Últimamente pienso mucho acerca de la muerte. Es extraño e incluso desagradable escuchar esta afirmación en la boca de cualquier joven de 33 años, pero si tenemos en cuenta que en los últimos dos meses he tenido que ir al tanatorio hasta en cinco ocasiones a apoyar a amigos en la despedida de seres queridos, esta afirmación singular adquiere inmediatamente categoría lógica de común o corriente.

En estos casos, siempre, mi mente de modo inconsciente, casi involuntario, escapa del sufrimiento de mis amigos y de las reflexiones y frases de consuelo de los que hay alrededor, mientras considera detenidamente el error del concepto que la mayoría tiene sobre esta experiencia.

La muerte no es antónimo de vida. No son contrarias, sino iguales que conviven desde el principio hasta el final, juntas y de la mano. Supongo que desde niños no se nos enseña a asumirla correctamente porque no la aceptamos y, por la tanto, no la entendemos. Nadie es capaz de admitir que de forma imprevista en cualquier momento todo habrá acabado.

Convertida en el principal enemigo a batir, nos enseñan y nos empeñan para desafiarla y vencerla, sabiendo de antemano que se haga lo que se haga al final ninguno podrá hacer absolutamente nada por evitarla. He aquí el error, puesto que viviríamos menos frustrados y cabreados si nos educaran en asumirla como una experiencia indispensable desde el momento en que el se forma parte de esta vida.

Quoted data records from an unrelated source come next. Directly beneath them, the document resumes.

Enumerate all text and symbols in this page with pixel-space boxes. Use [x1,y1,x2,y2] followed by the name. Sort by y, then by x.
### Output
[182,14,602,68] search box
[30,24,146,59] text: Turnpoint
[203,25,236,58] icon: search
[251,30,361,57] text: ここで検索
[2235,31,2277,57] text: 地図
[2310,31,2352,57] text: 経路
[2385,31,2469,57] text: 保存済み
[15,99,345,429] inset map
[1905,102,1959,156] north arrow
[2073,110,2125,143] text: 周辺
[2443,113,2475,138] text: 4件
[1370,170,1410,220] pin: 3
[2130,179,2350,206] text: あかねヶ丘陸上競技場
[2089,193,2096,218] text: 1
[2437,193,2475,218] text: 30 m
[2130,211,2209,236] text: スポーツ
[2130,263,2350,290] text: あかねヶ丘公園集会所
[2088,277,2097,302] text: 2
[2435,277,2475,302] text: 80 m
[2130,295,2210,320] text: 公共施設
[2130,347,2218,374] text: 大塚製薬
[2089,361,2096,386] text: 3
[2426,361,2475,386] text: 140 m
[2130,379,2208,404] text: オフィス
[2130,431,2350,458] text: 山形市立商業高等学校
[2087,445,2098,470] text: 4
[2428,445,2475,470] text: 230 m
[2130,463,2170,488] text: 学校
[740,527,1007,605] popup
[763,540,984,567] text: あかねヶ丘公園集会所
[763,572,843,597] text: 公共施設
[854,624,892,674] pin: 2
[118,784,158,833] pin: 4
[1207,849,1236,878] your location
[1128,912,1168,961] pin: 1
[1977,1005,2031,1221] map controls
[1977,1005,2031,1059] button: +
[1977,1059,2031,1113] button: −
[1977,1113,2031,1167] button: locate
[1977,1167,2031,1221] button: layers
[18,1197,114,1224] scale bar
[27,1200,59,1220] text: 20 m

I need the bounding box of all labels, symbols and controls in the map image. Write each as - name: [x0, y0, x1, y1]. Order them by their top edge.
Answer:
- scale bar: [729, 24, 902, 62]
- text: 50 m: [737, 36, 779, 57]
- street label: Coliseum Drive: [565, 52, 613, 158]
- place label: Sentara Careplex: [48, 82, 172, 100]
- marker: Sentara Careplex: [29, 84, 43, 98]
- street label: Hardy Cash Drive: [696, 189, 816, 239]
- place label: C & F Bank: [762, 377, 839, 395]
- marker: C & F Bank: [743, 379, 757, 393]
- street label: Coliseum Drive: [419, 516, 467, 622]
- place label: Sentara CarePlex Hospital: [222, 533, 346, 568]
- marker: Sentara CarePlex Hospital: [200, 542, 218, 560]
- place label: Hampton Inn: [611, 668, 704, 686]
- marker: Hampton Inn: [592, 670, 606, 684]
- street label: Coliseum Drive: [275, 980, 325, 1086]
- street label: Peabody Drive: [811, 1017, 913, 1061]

De este modo, se nos enseña a ser felices desde bien pequeños; padres, amigos y familiares se esfuerzan, haciendo todo lo que esté en su mano, para que alcancemos ese estado. Sin embargo, es curioso que de la misma forma que se nos adoctrina en las risas y en los logros no se nos prepare para el sufrimiento y el dolor que sabemos en un momento u otro llegará en forma de enfermedades propias o en la pérdida previsible o imprevisible de seres queridos.

Quizás viviríamos mejor si se nos ilustrara de la misma forma, natural y normal, la senda de dos caminos que convergen inevitablemente en un mismo punto. Las risas y los besos no deberían estar reñidos con las lágrimas y la tristeza; éstas deberían mostrarse tan naturales como las primeras.

El título de esta columna es el nombre de una novela de John Banville que me encanta por la manera en que el escritor tiene de enfrentarse al sentimiento de desasosiego que provocan en él la enfermedad y la muerte. A través de las reflexiones del protagonista y con el mar como antídoto del dolor, Max Morden, un historiador de arte que acaba de perder a su esposa, nos adentra en el sufrimiento de la muerte, la superación de la pérdida y los placeres de la vida.

Un libro que al contrario de lo que se pueda esperar o pensar, sirve de bálsamo para la inquietud y la pena. Aborda todo los que nos ocurre en la vida como una larga preparación para abandonarla y busca en el pasado, en el pueblo costero donde veraneaba junto a sus padres, el refugio de la felicidad prometida y ahora temporalmente pérdida.

A lo largo del libro experimenté muchos sentimientos, pero el consuelo, el regusto que queda, sabe tan bien como un buen trozo de tarta de chocolate. Al final, siempre hay un 'lugar' adecuado al que agarrarse y en mi caso como en el de Max, el mar también me sirve como punto de partida porque me recuerda a mi padre y lo injusta que puede ser la vida, y como remedio porque me recuerda a mi padre y lo maravillosa que puede ser la vida.